New high-school graduation requirements in science will only make things worse, he added. "Declining student enrollment produces a decrease in the need for teachers in general," he explained. "That decrease produces a surplus of certain types of teachers at the same time that increasing requirements for science classes are producing a shortage of science teachers.
"As a consequence, we're seeing a massive movement of unqualified people, who would otherwise be 'surplus,' into science classes. And that in turn is affecting, has affected, and will affect the quality of science education."
Mr. Aldridge said he hopes to use the proposed certificates to provide leverage to improve science education and to persuade the U.S. Congress and the states to provide more money for preservice and inservice training for science teachers.
The certification program will enable the nsta to identify schools, school districts, cities, and states with the largest proportion of nsta-certified science teachers, and to gather information on the success of students in those localities, he said.
The Application Process
The nsta is in the process of working with other national science organizations to determine what the precise standards for the certificates will be, how to translate those into measurable terms, and how the application and approval process3would work. A meeting supported by the Exxon Education Foundation was held last month in Washington, D.C., to discuss the nsta's proposal with other science groups.
At present, the nsta is proposing that teachers voluntarily apply as candidates for the certification program, at a cost of $15 to $20. They would then be informed of the certification requirements and what they would have to do to meet them. New teachers would have to teach for three years before they were actually eligible for a certificate. Teachers with prior experience could proceed from candidacy to certification at a faster rate.
Final applications for certification would be reviewed by 100 to 150 local certification committees, at a cost to the candidate of $50 to $100.
Teachers who fail to receive a professional certificate the first time that they apply would be told how to correct their weaknesses and could apply again.

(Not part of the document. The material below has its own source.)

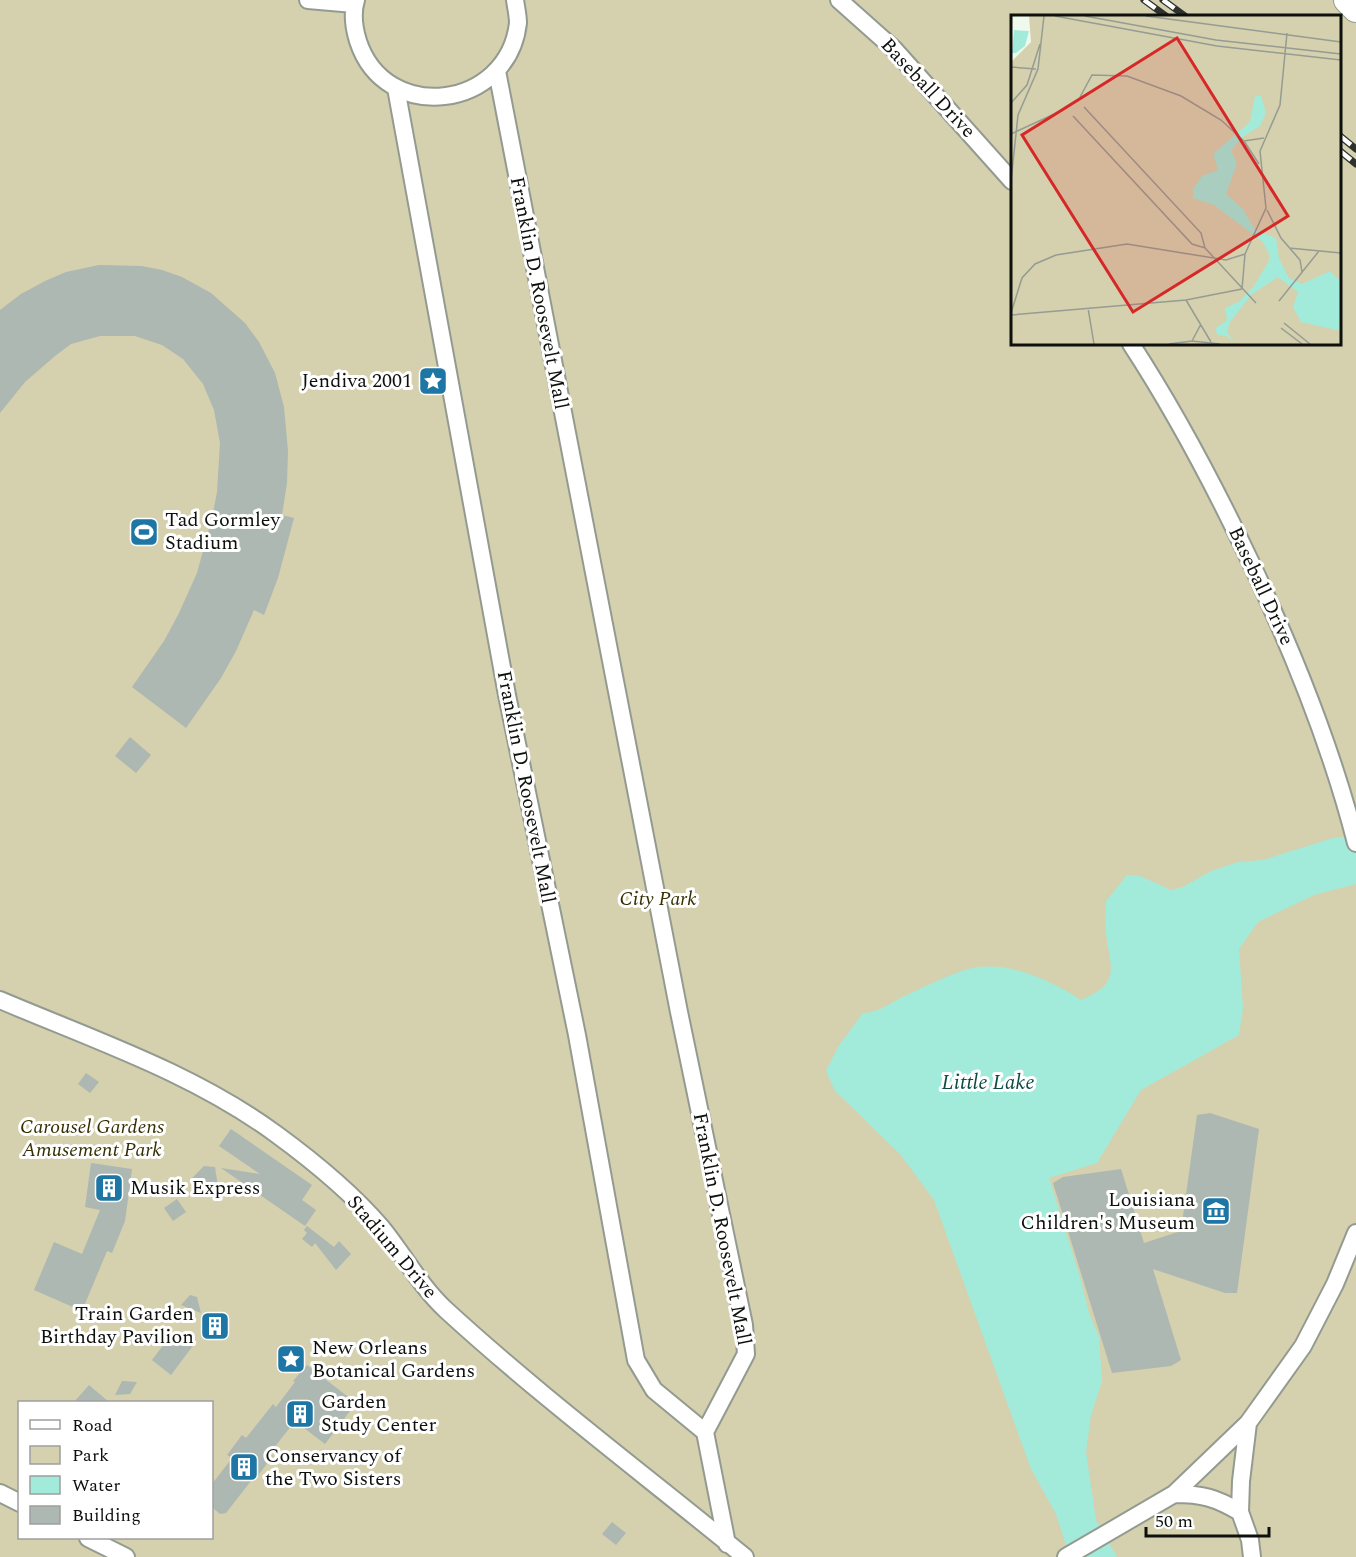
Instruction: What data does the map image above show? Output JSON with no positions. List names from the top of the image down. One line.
{"streets":{"street":["Baseball Drive","Franklin D. Roosevelt Mall","Stadium Drive"]},"water":["Little Lake"],"parks":["City Park","Carousel Gardens Amusement Park"],"places":{"place":["Jendiva 2001","New Orleans Botanical Gardens"],"sports":["Tad Gormley Stadium"],"building":["Musik Express","Train Garden Birthday Pavilion","Garden Study Center","Conservancy of the Two Sisters"],"museum":["Louisiana Children's Museum"]},"legend":["Road","Park","Water","Building"],"scale_bar":"50 m"}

Thus far, national science organizations have declined to comment on the merits of the nsta's plan. In general, representatives of the organizations said it is too early to tell whether the plan will work. However, a number of groups are continuing to meet with the association on the proposal.
Garfield W. Wilson, director of teacher education, certification, and staff development for the Florida Department of Education, said that "if there's a way for a national organization to provide recognition of teachers, I think it's a good thing to do." But he also expressed the view that the professional certificates could not substitute for state standards.